Instruction and Consulting
I have a knack for extracting requirements from users and managers; an ability to help different parties gain a shared understanding; the technical background to understand systems deeply; and a passion for encouraging the best solution for each situation while minimizing overall complexity.
Operating Systems and Platforms
Amazon Web Services
Data Representation and Interchange
Source Code / Configuration Management
Google Internal Tools
|Expert (but probably slightly dated as of 2022):||Skilled:|
Many older skills have been moved to another document.
Firstup: Senior Site Reliability Engineer
San Francisco, California, USA; August 2022 — October 2023
Responsible for all infrastructure, including multiple production AWS accounts / EKS clusters, as well as staging clusters. Reverse-engineered a complicated setup that had evolved over time, with most of the original authors departed, with an eye to updating to modern practices.
- Assisted product version upgrades / releases
- Upgraded multiple EKS clusters
- Managed our Sendgrid email configuration (DKIM, SPF, DMARC)
- Managed, evolved, and streamlined our solution for provisioning custom domains for customers
Helped teammates across the organization understand the benefits and limitations of our platform. Collaborated to obtain solutions that were secure, compliant, effective, and efficient.
- Promoted uniform monitoring so all engineers could see how well existing systems were running
- Consulted with multiple other teams to provide secure and compliant solutions for specific needs.
Enabled our compliance team to achieve and maintain SOC 2 and ISO 27001 certifications. We also maintained a clean separation for data which fell under the GDPR.
- Wrote custom scripts to probe the boundaries of a complicated deployment
- Acted as security point-of-contact on the CloudOps team
Production Access: AWS SSO
Most of the effort involved in the AWS SSO Migration was ensuring that any new solution satisfied existing access requirements. Given that the environment setup was legacy and under-documented, this was a substantial challenge.
- Worked closely with our Corp IT team to use our Okta instance for athentication
- Iterated to ensure the SSO roles were sufficient but not overly broad
- Migrated all ad hoc users to AWS SSO for all AWS accounts
Airtable: Senior Site Reliability Engineer
Mountain View, California, USA; November 2020 — June 2022
At the time of my departure, Production Engineering was still the only 24×7 rotation within the company; while daytime alerts were directed at more specific teams, we were the only ones available outside business hours.

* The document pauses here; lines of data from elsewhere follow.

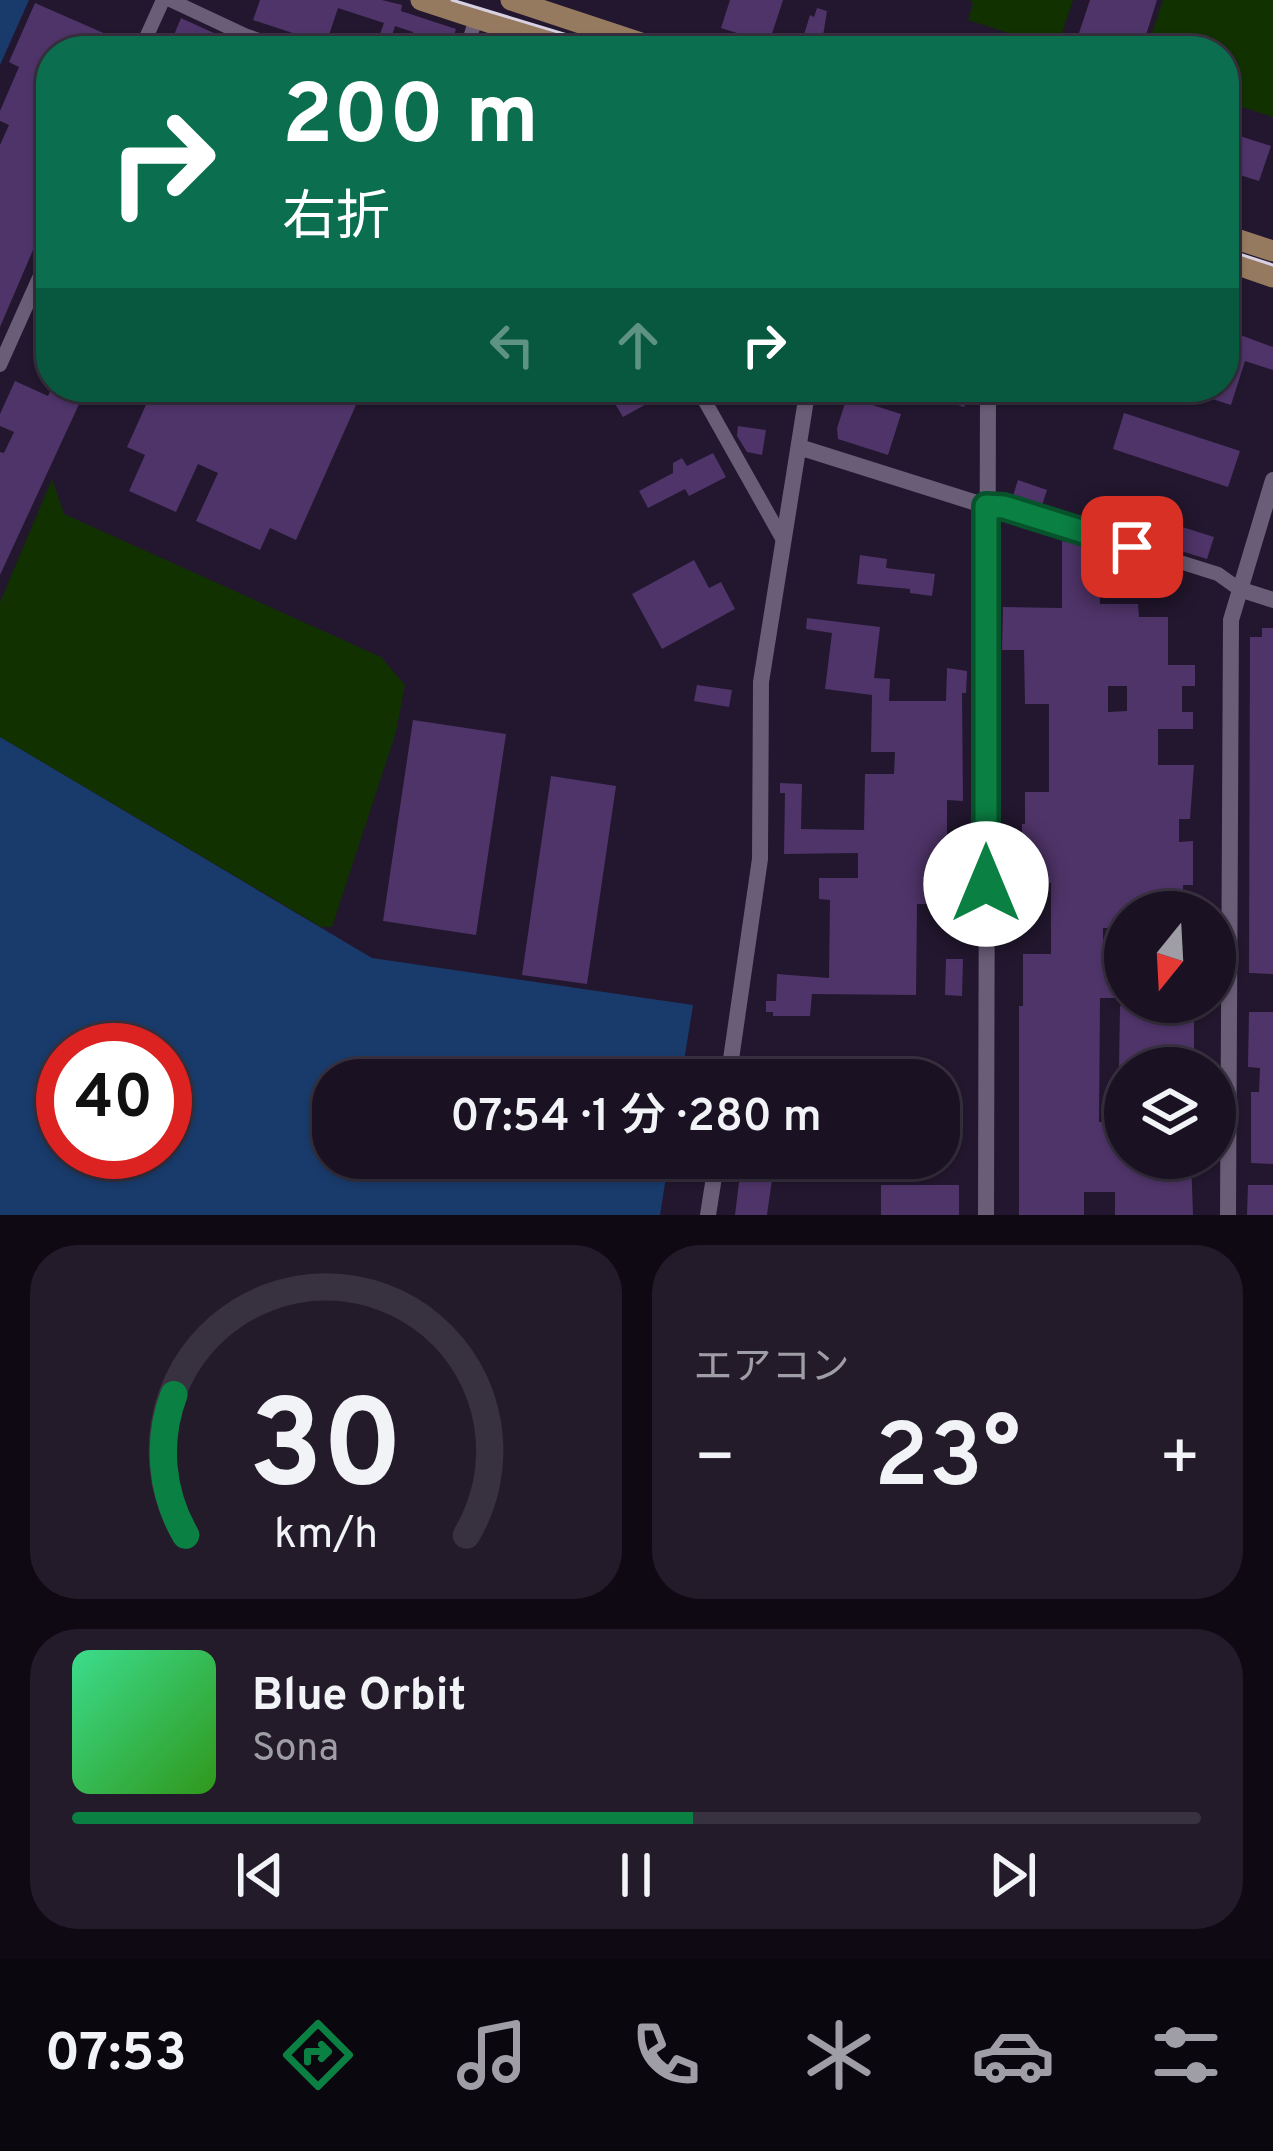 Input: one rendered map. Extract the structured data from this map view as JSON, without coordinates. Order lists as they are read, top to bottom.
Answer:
{
  "north": "bottom",
  "page": {
    "turn": ["200 m", "右折"],
    "limit": "40",
    "trip": "07:54 · 1 分 · 280 m",
    "tile": "エアコン",
    "heat": ["−", "23°", "+"],
    "song": ["Blue Orbit", "Sona"],
    "tabs": "07:53",
    "gauge": ["30", "km/h"]
  }
} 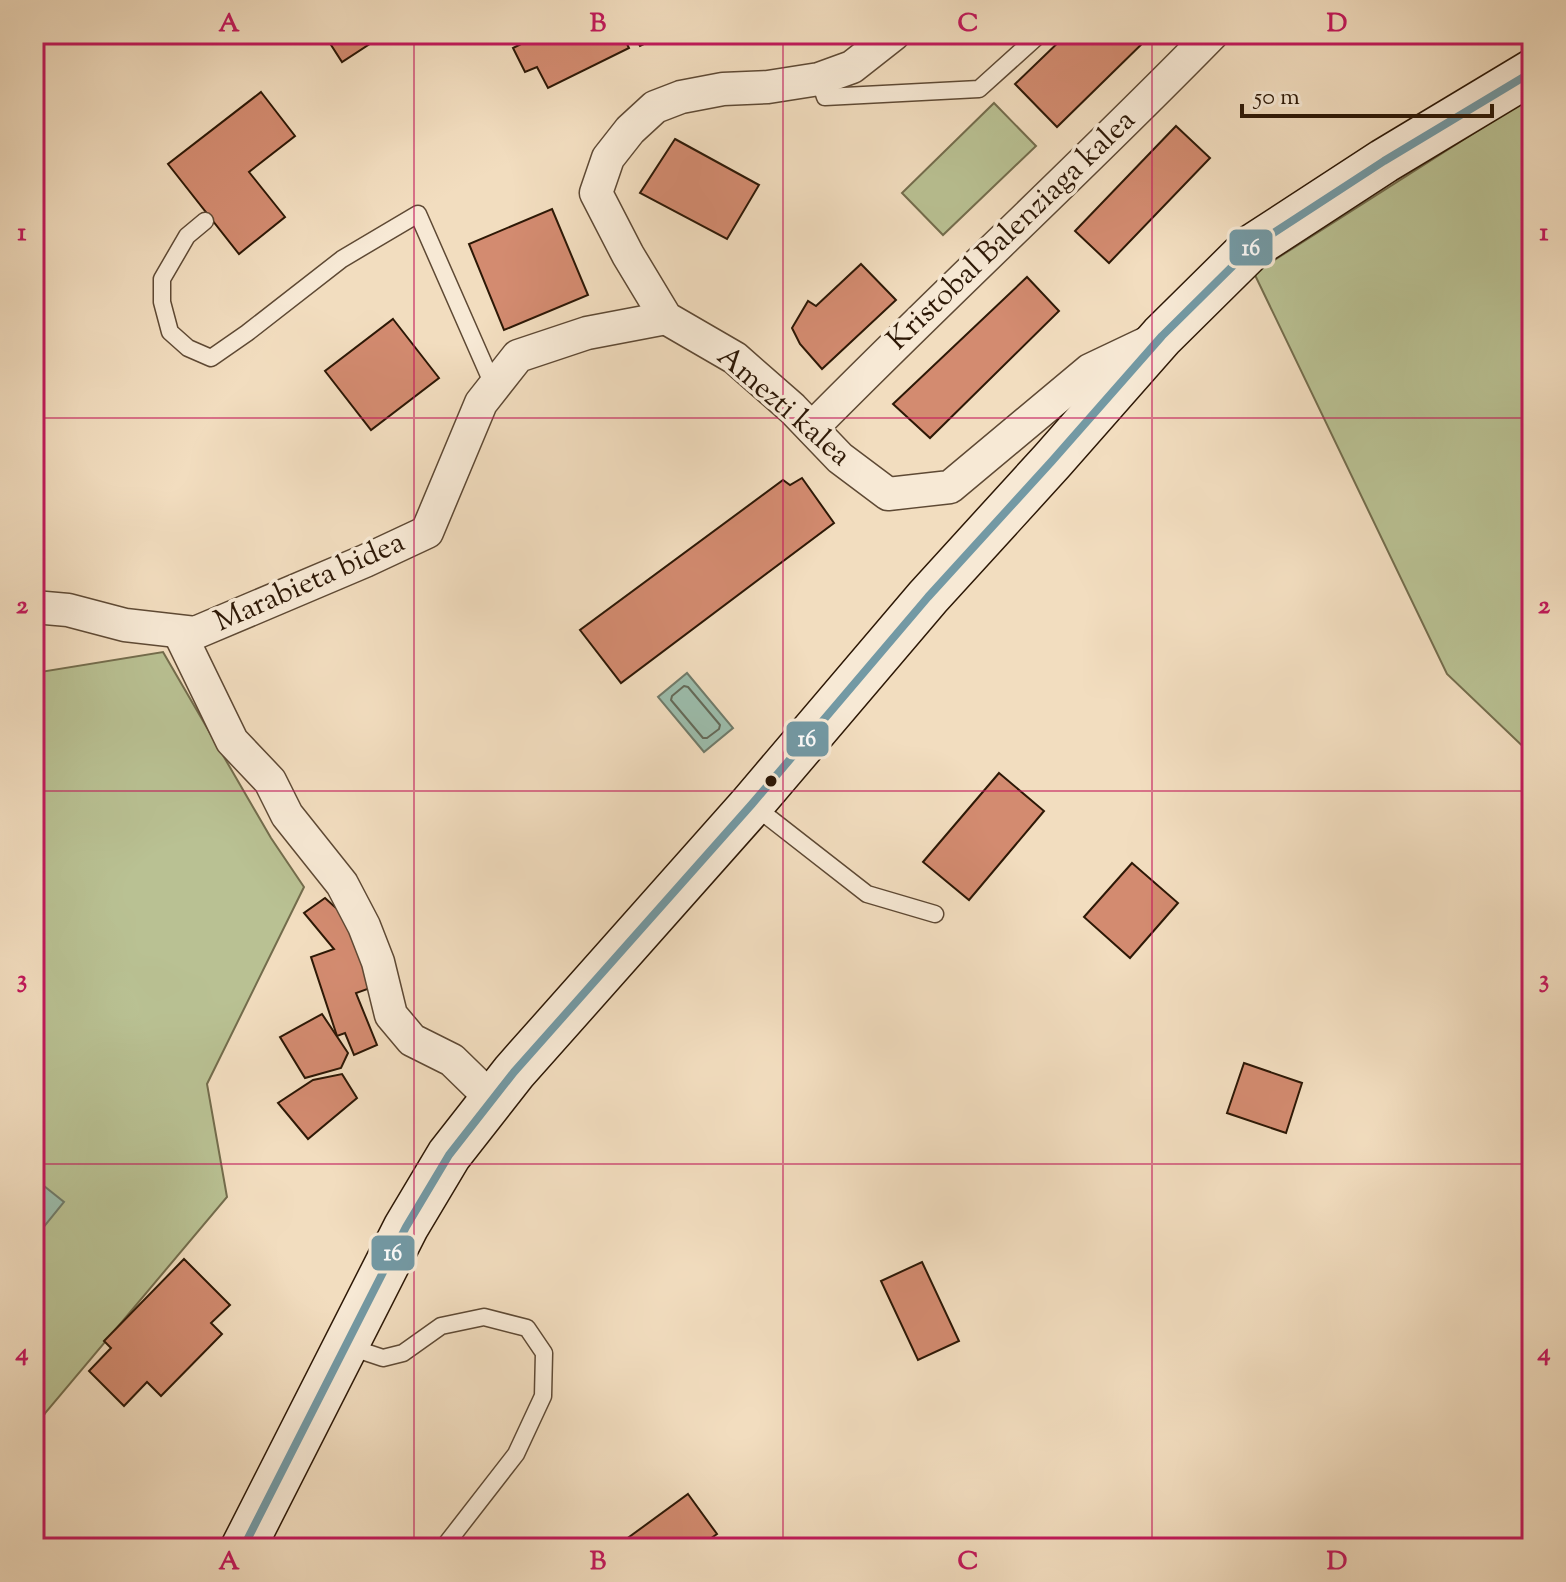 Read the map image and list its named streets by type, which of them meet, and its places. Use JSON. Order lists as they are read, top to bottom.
{
  "streets": {
    "street": ["Kristobal Balenziaga kalea", "Amezti kalea", "Marabieta bidea"]
  },
  "crossings": [
    ["Kristobal Balenziaga kalea", "Amezti kalea"],
    ["Amezti kalea", "Marabieta bidea"]
  ],
  "lines": ["transit line 16"],
  "scale_bar": "50 m",
  "grid": {
    "columns": [
      "A",
      "B",
      "C",
      "D"
    ],
    "rows": [
      "1",
      "2",
      "3",
      "4"
    ]
  }
} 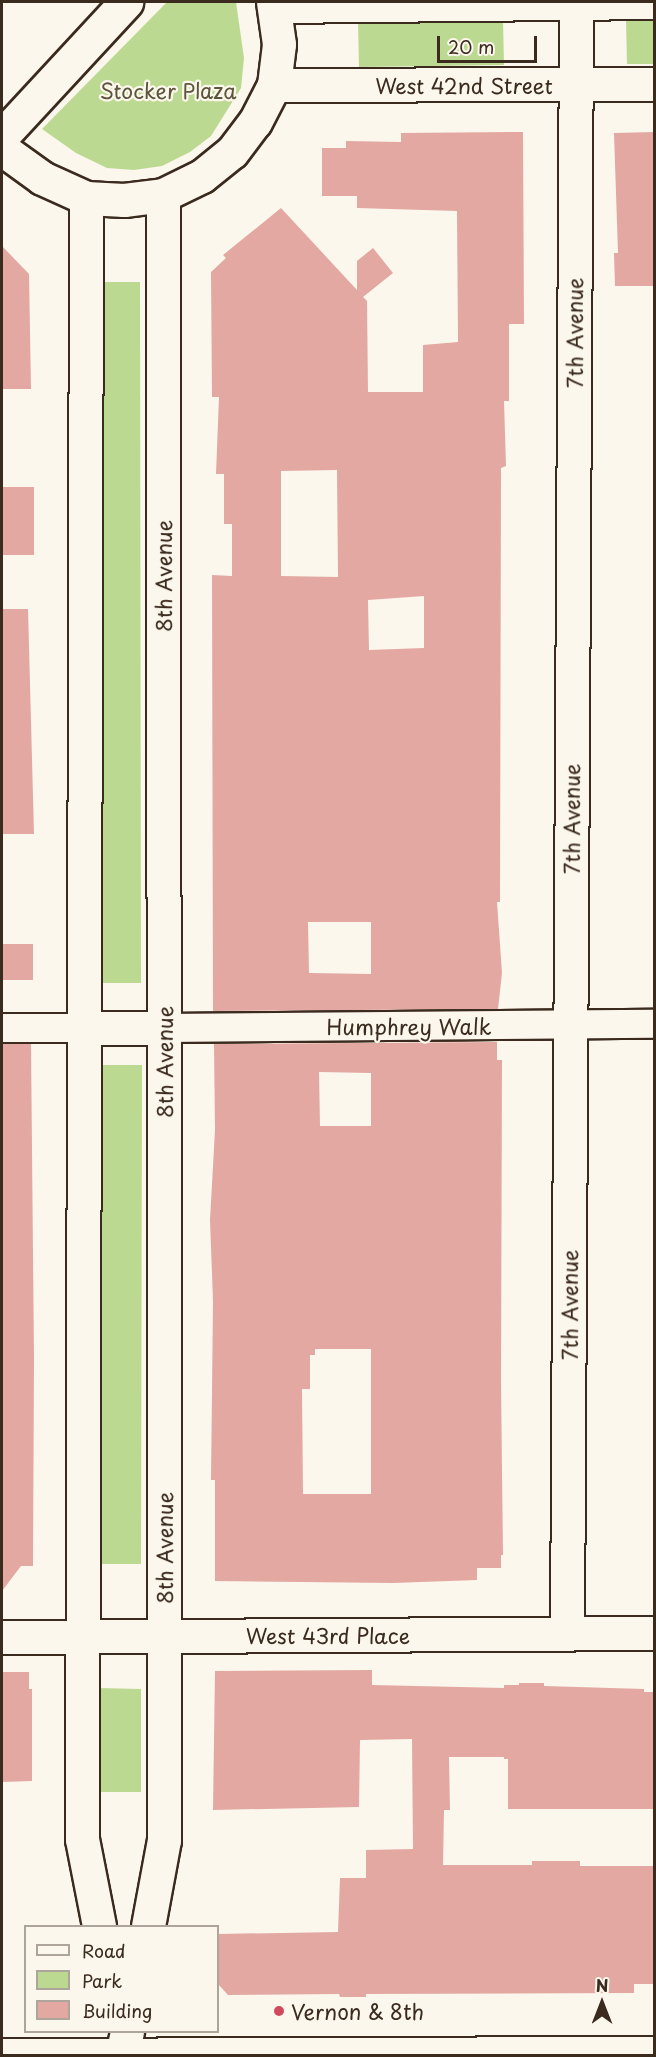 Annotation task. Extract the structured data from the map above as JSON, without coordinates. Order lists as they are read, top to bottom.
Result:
{
  "streets": {
    "street": [
      "West 42nd Street",
      "7th Avenue",
      "8th Avenue",
      "Humphrey Walk",
      "West 43rd Place"
    ]
  },
  "crossings": [
    ["West 42nd Street", "7th Avenue"],
    ["7th Avenue", "Humphrey Walk"],
    ["7th Avenue", "West 43rd Place"],
    ["8th Avenue", "Humphrey Walk"],
    ["8th Avenue", "West 43rd Place"]
  ],
  "parks": ["Stocker Plaza"],
  "places": ["Vernon & 8th"],
  "legend": ["Road", "Park", "Building"],
  "scale_bar": "20 m",
  "north": "top"
} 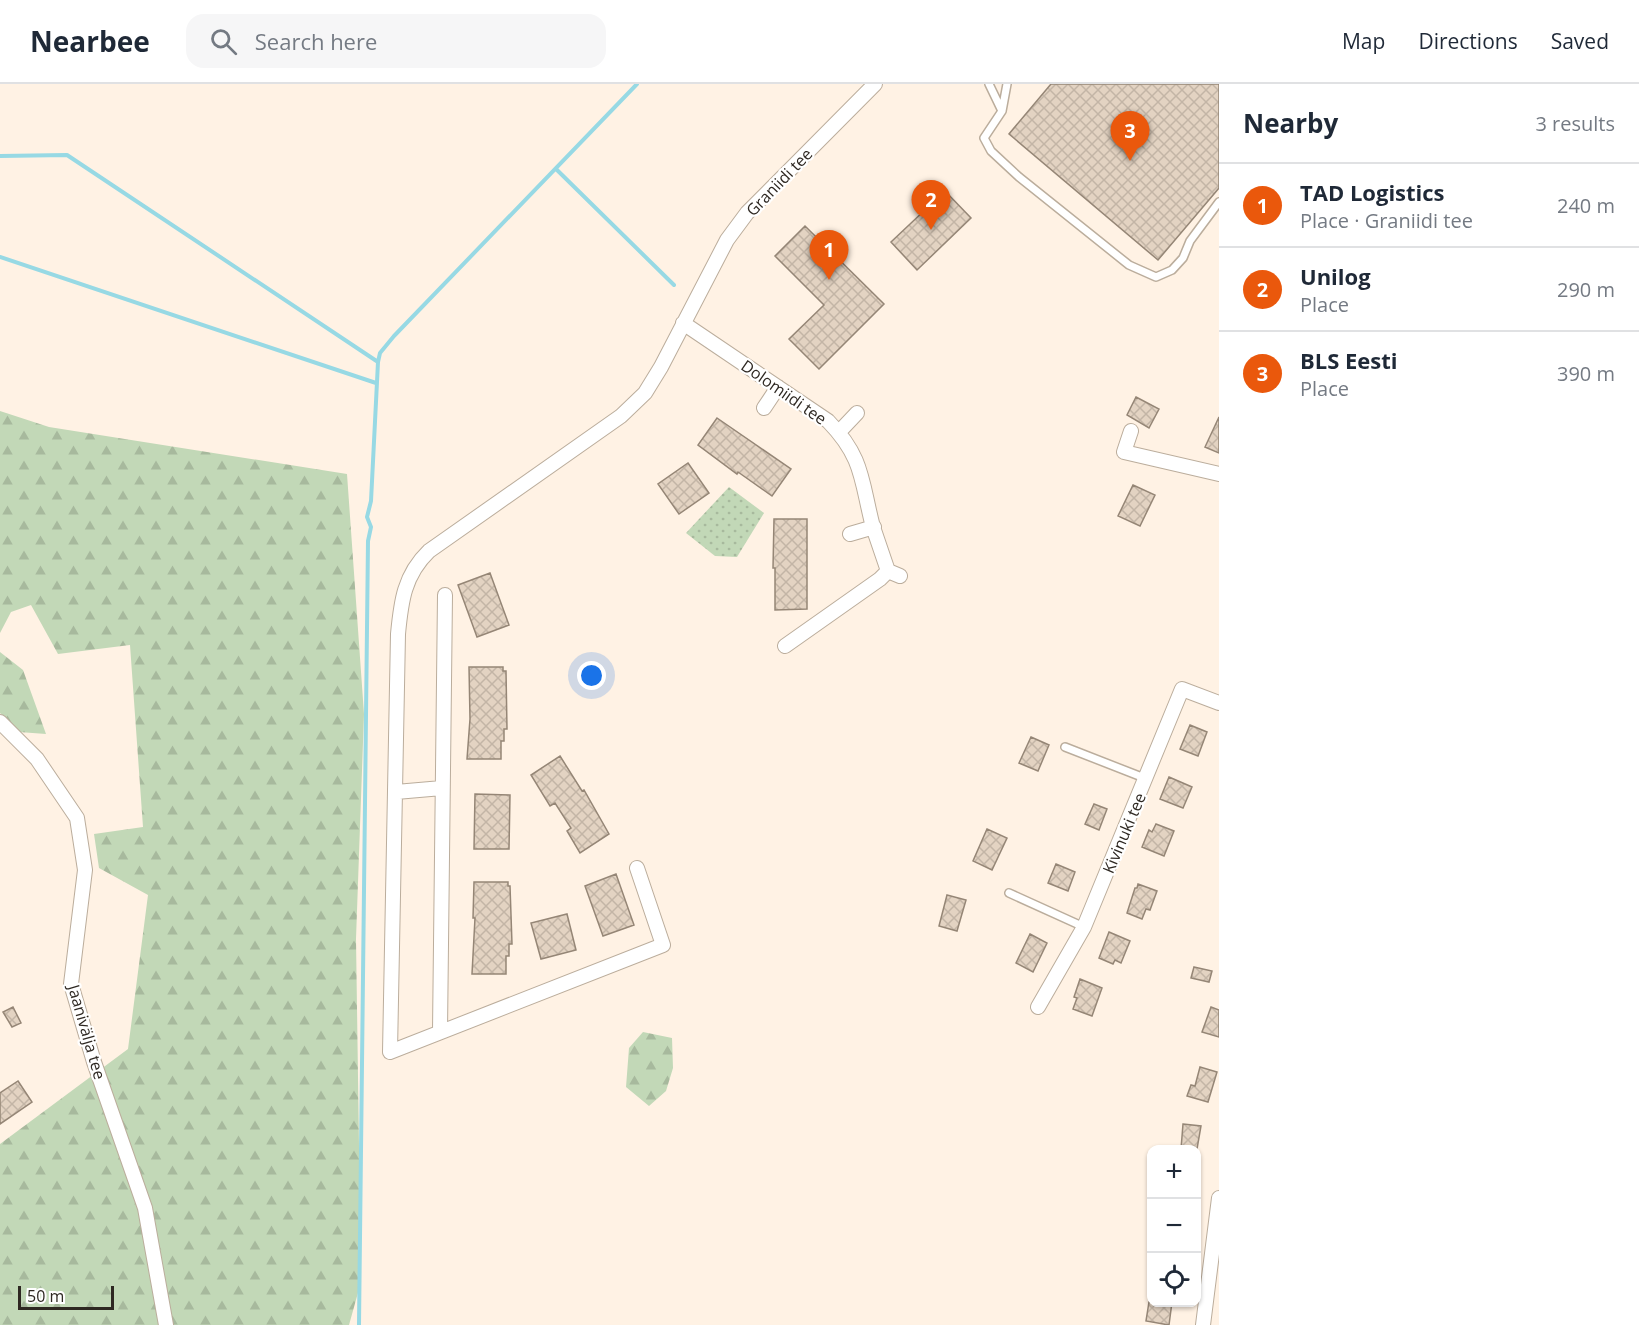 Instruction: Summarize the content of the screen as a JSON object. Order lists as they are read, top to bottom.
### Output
{
  "streets": {
    "street": [
      "Graniidi tee",
      "Dolomiidi tee",
      "Kivinuki tee",
      "Jaanivälja tee"
    ]
  },
  "crossings": [
    ["Graniidi tee", "Dolomiidi tee"]
  ],
  "scale_bar": "50 m",
  "page": {
    "header": "Nearbee",
    "search": "Search here",
    "nav": ["Map", "Directions", "Saved"],
    "heading": ["Nearby", "3 results"],
    "pins": ["3", "2", "1"],
    "list": [
      {
        "mark": "1",
        "name": "TAD Logistics",
        "note": "Place · Graniidi tee",
        "value": "240 m"
      },
      {
        "mark": "2",
        "name": "Unilog",
        "note": "Place",
        "value": "290 m"
      },
      {
        "mark": "3",
        "name": "BLS Eesti",
        "note": "Place",
        "value": "390 m"
      }
    ],
    "map_buttons": ["+", "−"],
    "scale": "50 m"
  }
}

- Was primary oncall for a 24×7 week-long rotations with a 5-minute time-to-action SLO
- Handled incident response (ongoing management, postmortems, reviews)
- Triaged (and sometimes handled) miscellaneous requests from other users ("interrupts")
- Updated documentation (playbooks, checklists)
- Mentored teammates as they went oncall
- Ran "table top" oncall exercises, complete with postmortem writeups
Airtable maintained SOC 2 and ISO 27001 certifications. Keeping these certifications required regular work; some scheduled (e.g., review who has access to which systems every quarter), and some on demand (evidence gathering, security patching).
- Was technical contact on the Prod Eng team for Compliance team
- Performed and streamlined Quarterly Access Reviews
- Provided evidence for SOC 2 and ISO 27001 audits
- Helped remediate security concerns
Production Access Onboarding / Mentoring
Airtable restricted access to sensitive environments to a small number of engineers. This access required a separate laptop and specific Security Team approval; coordinating that process for dozens of users required documenting, revising, and finally optimizing the steps required. (This was especially true as the duties that used to be on a single team were spread out to almost a dozen.)
- Enabled dozens of users to have "full production access", including training
- Evolved the onboarding process: optimization, documentation
- Handled tool evolution
Google: Senior Site Reliability Engineer
Mountain View, California, USA; October 2013 — July 2020
YouTube Trust & Safety SRE
Founding member of a new team of 2 SREs, which grew to 5 within a year:
- Created infrastructure (permissions, mailing lists, group memberships, etc)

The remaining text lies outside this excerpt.